------ Information given

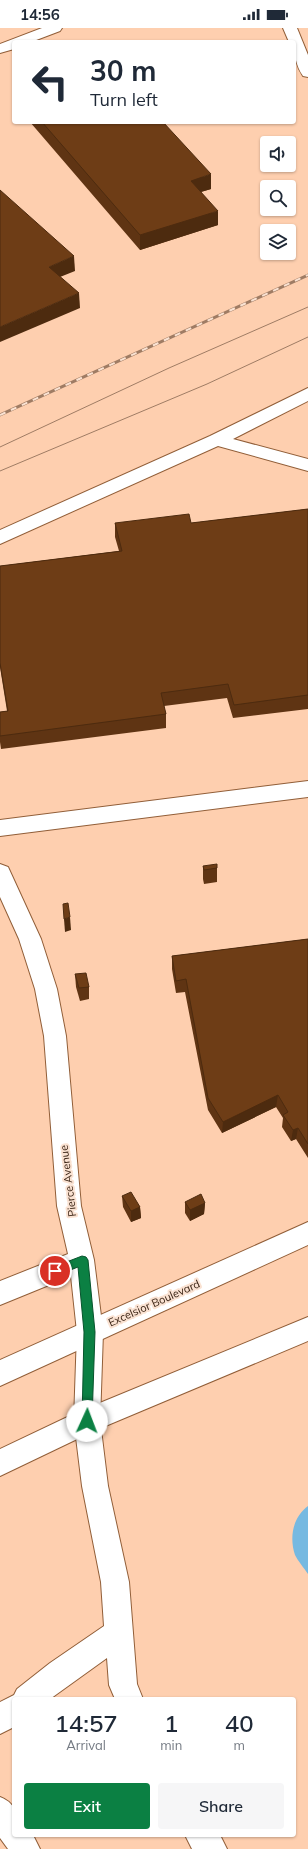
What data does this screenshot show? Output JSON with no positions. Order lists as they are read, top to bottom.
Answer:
{
  "streets": {
    "main road": ["Pierce Avenue", "Excelsior Boulevard"]
  },
  "crossings": [
    ["Pierce Avenue", "Excelsior Boulevard"]
  ],
  "page": {
    "status": "14:56",
    "turn": ["30 m", "Turn left"],
    "eta": [
      "14:57",
      "Arrival",
      "1",
      "min",
      "40",
      "m"
    ],
    "buttons": ["Exit", "Share"]
  }
}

------------

§ Task brief: The output should consist of every entry above, printed exactly, with the images removed.

§ Answer to the exercise:
What data does this screenshot show? Output JSON with no positions. Order lists as they are read, top to bottom.
Answer:
{
  "streets": {
    "main road": ["Pierce Avenue", "Excelsior Boulevard"]
  },
  "crossings": [
    ["Pierce Avenue", "Excelsior Boulevard"]
  ],
  "page": {
    "status": "14:56",
    "turn": ["30 m", "Turn left"],
    "eta": [
      "14:57",
      "Arrival",
      "1",
      "min",
      "40",
      "m"
    ],
    "buttons": ["Exit", "Share"]
  }
}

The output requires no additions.